> **Problem description**
Unless it is a picture, every line from the start of the entries through the line with "padding:2px 8px; background:#11112b;" must be retyped exactly.

> **Material for the task**
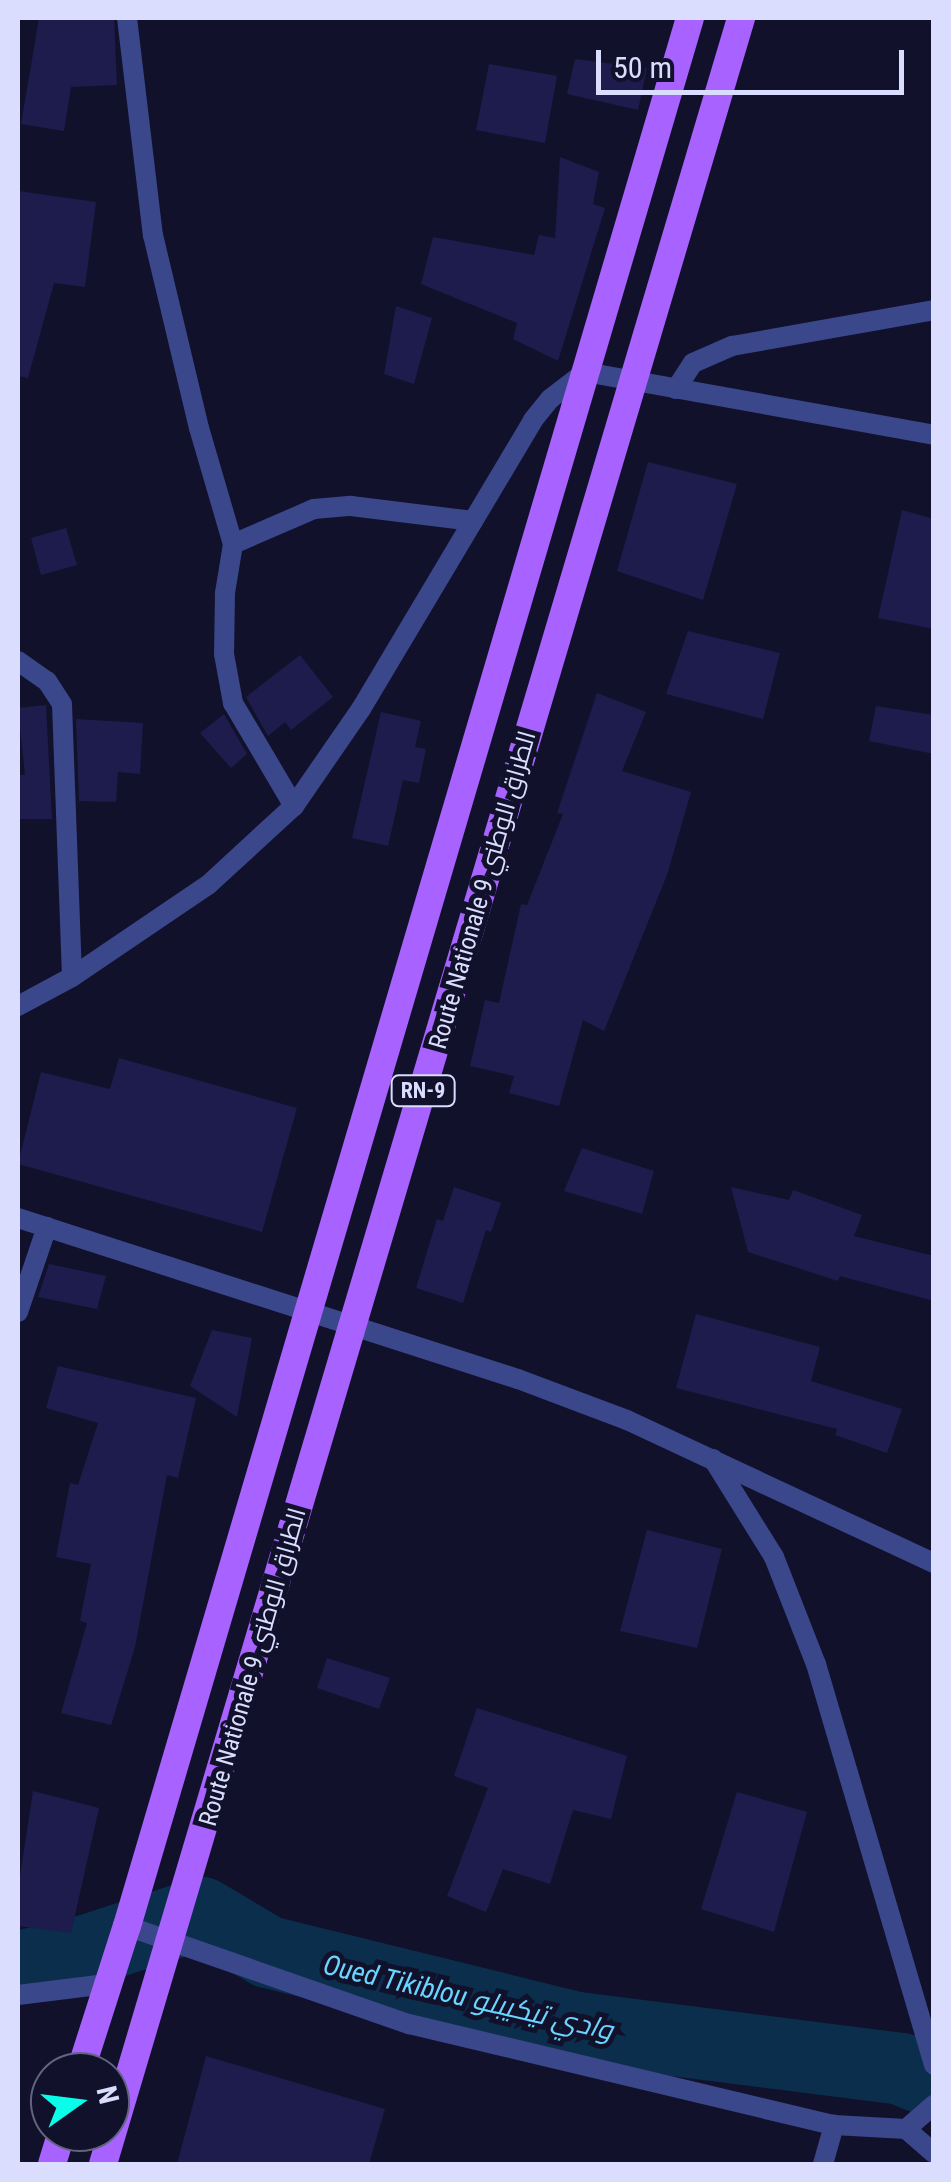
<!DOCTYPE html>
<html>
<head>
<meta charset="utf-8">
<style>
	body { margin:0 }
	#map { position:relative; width:951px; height:2182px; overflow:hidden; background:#11112b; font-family:"Roboto Condensed",Cairo,sans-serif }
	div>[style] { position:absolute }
	.river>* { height:72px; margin:-36px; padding:0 36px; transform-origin:36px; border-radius:36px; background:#0a2e4b }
	.building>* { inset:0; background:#1d1c4d }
	.service>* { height:20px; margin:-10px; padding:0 10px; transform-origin:10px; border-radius:10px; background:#3b478b }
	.minor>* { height:20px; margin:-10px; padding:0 10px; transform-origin:10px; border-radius:10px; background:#3b478b }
	.primary>* { height:28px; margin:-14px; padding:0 14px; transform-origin:14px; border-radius:14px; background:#a762ff }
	span { translate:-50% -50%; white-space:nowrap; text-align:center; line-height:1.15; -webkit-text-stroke:10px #11112b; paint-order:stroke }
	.shield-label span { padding:2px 8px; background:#11112b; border:2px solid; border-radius:8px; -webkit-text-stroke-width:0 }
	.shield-label { font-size:22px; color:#dbddff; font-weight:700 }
	.street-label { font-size:25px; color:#dbddff }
	.water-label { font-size:28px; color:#69d5ff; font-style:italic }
	.frame { position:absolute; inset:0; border:20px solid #dbddff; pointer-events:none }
	.north { position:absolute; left:30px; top:2052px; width:100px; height:100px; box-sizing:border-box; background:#11112b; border:2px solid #626380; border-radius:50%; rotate:76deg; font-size:28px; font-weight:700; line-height:40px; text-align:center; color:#dbddff }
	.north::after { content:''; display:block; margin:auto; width:35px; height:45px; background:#07ffea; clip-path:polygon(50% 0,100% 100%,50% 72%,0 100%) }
	.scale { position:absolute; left:596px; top:50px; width:308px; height:45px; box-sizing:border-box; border:5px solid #dbddff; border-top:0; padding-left:12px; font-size:30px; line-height:35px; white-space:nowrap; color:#dbddff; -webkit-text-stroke:8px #11112b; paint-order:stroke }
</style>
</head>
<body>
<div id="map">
	<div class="river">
		<i style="left:18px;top:1967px;width:67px;rotate:-13deg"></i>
		<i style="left:83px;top:1952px;width:125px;rotate:-18.1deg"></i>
		<i style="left:202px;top:1913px;width:77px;rotate:30.6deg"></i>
		<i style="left:268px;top:1952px;width:319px;rotate:13.8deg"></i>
		<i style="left:578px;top:2028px;width:326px;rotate:7.2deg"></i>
		<i style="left:901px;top:2069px;width:35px;rotate:22deg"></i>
	</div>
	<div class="building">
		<i style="clip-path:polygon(39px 18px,114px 18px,117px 85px,71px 87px,64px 131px,21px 124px)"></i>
		<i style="clip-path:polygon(575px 59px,647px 68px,638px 110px,567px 94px)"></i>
		<i style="clip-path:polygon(489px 64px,557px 76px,545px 143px,476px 130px)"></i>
		<i style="clip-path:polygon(560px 157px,599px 172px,593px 204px,605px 208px,558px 361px,513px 339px,517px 323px,421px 284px,433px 237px,534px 255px,539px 235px,555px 238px)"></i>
		<i style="clip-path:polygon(18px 191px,96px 202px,85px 287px,54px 283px,28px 378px,18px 376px)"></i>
		<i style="clip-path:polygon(396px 306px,432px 318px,414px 384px,384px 374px)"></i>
		<i style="clip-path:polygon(648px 462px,737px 484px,703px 600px,617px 571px)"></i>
		<i style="clip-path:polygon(902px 510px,934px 519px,934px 629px,878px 618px)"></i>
		<i style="clip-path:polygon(66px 528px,77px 565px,41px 575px,31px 538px)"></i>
		<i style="clip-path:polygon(688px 631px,780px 653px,763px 719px,666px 694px)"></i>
		<i style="clip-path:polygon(300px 655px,333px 697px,291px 730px,285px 722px,268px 736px,246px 697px)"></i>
		<i style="clip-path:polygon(597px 693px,646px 712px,622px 771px,691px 792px,667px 875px,604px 1031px,583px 1020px,559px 1106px,509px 1093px,514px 1076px,470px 1066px,485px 1000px,499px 1003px,521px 904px,527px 905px,563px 814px,557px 813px)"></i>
		<i style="clip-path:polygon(46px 705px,52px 819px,18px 819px,18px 775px,25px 775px,18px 708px)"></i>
		<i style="clip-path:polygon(876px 706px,934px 715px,934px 754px,869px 741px)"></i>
		<i style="clip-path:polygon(381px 712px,421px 721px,415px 747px,426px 749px,419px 783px,403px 780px,388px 846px,352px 838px)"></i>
		<i style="clip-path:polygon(224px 714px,247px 754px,231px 768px,200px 733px)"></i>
		<i style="clip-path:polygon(76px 719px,143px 723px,140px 774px,118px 772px,116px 802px,79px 801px)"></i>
		<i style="clip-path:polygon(119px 1058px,297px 1108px,262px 1232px,18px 1164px,41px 1072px,110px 1089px)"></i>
		<i style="clip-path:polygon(582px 1148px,654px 1171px,642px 1214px,564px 1191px)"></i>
		<i style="clip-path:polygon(454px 1187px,501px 1203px,491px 1232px,486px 1230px,463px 1303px,416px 1288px,437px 1219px,443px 1221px)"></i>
		<i style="clip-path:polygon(731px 1187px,789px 1200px,793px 1190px,862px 1215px,854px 1236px,934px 1256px,934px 1301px,840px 1276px,838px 1281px,748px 1252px)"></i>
		<i style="clip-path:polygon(49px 1264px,106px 1276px,97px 1309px,38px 1297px)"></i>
		<i style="clip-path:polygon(696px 1314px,820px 1347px,811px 1381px,902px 1409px,887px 1453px,835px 1435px,837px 1429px,676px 1388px)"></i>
		<i style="clip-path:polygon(212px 1330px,252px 1338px,237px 1417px,190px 1386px)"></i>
		<i style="clip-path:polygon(58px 1366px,196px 1398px,178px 1478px,167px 1475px,135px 1647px,111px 1725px,61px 1713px,87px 1623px,80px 1621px,91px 1564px,56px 1557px,70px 1483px,78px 1485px,98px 1423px,46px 1408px)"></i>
		<i style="clip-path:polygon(647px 1530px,722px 1549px,697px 1648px,620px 1631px)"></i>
		<i style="clip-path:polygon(327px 1658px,390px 1678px,379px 1709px,317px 1688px)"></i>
		<i style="clip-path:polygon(477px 1708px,627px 1756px,611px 1819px,573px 1810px,550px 1884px,503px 1869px,486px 1912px,447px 1896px,488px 1788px,454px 1776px)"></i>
		<i style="clip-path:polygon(33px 1791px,99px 1808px,71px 1933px,18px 1926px,18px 1889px)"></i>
		<i style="clip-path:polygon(737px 1792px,807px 1812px,774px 1932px,701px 1909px)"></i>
		<i style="clip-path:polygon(206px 2056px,385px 2109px,369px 2164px,177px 2164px)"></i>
	</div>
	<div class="service">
		<i style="left:127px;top:18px;width:219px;rotate:83.2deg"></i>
		<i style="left:153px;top:235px;width:198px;rotate:76.6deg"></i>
		<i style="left:199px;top:428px;width:121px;rotate:73.7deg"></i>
		<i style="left:233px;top:544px;width:88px;rotate:-23.4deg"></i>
		<i style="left:314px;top:509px;width:37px;rotate:-5deg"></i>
		<i style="left:351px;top:506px;width:123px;rotate:7deg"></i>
		<i style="left:233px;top:544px;width:50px;rotate:99.3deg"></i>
		<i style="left:225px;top:593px;width:61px;rotate:90.9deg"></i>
		<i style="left:224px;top:654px;width:50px;rotate:79.6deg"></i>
		<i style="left:233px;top:703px;width:120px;rotate:59.4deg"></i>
	</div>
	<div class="minor">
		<i style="left:676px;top:389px;width:31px;rotate:-57deg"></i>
		<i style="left:693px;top:363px;width:43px;rotate:-23.6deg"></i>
		<i style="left:732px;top:346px;width:205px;rotate:-10.1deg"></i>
		<i style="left:18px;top:661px;width:35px;rotate:35deg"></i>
		<i style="left:47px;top:681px;width:27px;rotate:57deg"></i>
		<i style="left:62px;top:704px;width:273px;rotate:87.9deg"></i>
		<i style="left:18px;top:1006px;width:61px;rotate:-28.2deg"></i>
		<i style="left:72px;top:977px;width:164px;rotate:-34.1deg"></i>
		<i style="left:208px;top:885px;width:117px;rotate:-42.6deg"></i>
		<i style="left:294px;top:806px;width:118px;rotate:-55.4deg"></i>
		<i style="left:361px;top:709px;width:336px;rotate:-59.2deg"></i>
		<i style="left:533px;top:420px;width:27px;rotate:-51deg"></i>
		<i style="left:550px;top:399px;width:44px;rotate:-37.6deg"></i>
		<i style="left:585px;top:372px;width:355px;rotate:10.2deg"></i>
		<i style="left:18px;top:1218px;width:525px;rotate:17.85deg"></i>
		<i style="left:518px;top:1379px;width:116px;rotate:20.6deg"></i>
		<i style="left:627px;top:1420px;width:339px;rotate:25deg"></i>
		<i style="left:18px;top:1312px;width:90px;rotate:-71.2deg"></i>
		<i style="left:713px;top:1459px;width:115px;rotate:58.1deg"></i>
		<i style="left:774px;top:1557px;width:115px;rotate:68.6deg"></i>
		<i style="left:816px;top:1664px;width:418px;rotate:73.6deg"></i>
		<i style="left:127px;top:1926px;width:299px;rotate:19.2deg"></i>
		<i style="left:409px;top:2024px;width:437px;rotate:13.4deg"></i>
		<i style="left:834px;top:2125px;width:72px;rotate:3.2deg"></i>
		<i style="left:906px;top:2129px;width:37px;rotate:41deg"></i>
		<i style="left:18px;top:1995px;width:89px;rotate:-7.1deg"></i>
		<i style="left:906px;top:2129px;width:37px;rotate:-41deg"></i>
		<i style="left:823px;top:2164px;width:41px;rotate:-74.2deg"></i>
	</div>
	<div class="primary">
		<i style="left:80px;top:2072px;width:153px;rotate:-72.2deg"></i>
		<i style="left:127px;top:1926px;width:1989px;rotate:-73.56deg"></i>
		<i style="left:52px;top:2164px;width:34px;rotate:-73deg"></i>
		<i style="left:103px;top:2164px;width:2239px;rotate:-73.44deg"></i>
	</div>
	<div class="shield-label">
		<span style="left:423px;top:1091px">RN-9</span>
	</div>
	<div class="street-label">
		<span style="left:483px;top:890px;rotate:-74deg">Route Nationale الطراق الوطني 9</span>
		<span style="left:253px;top:1667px;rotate:-74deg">Route Nationale الطراق الوطني 9</span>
	</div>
	<div class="water-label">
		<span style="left:468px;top:1998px;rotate:13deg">Oued Tikiblou وادي تيكيبلو</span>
	</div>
	<div class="frame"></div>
	<div class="north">N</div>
	<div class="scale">50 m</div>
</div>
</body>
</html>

> **Completed exercise**
<!DOCTYPE html>
<html>
<head>
<meta charset="utf-8">
<style>
	body { margin:0 }
	#map { position:relative; width:951px; height:2182px; overflow:hidden; background:#11112b; font-family:"Roboto Condensed",Cairo,sans-serif }
	div>[style] { position:absolute }
	.river>* { height:72px; margin:-36px; padding:0 36px; transform-origin:36px; border-radius:36px; background:#0a2e4b }
	.building>* { inset:0; background:#1d1c4d }
	.service>* { height:20px; margin:-10px; padding:0 10px; transform-origin:10px; border-radius:10px; background:#3b478b }
	.minor>* { height:20px; margin:-10px; padding:0 10px; transform-origin:10px; border-radius:10px; background:#3b478b }
	.primary>* { height:28px; margin:-14px; padding:0 14px; transform-origin:14px; border-radius:14px; background:#a762ff }
	span { translate:-50% -50%; white-space:nowrap; text-align:center; line-height:1.15; -webkit-text-stroke:10px #11112b; paint-order:stroke }
	.shield-label span { padding:2px 8px; background:#11112b; border:2px solid; border-radius:8px; -webkit-text-stroke-width:0 }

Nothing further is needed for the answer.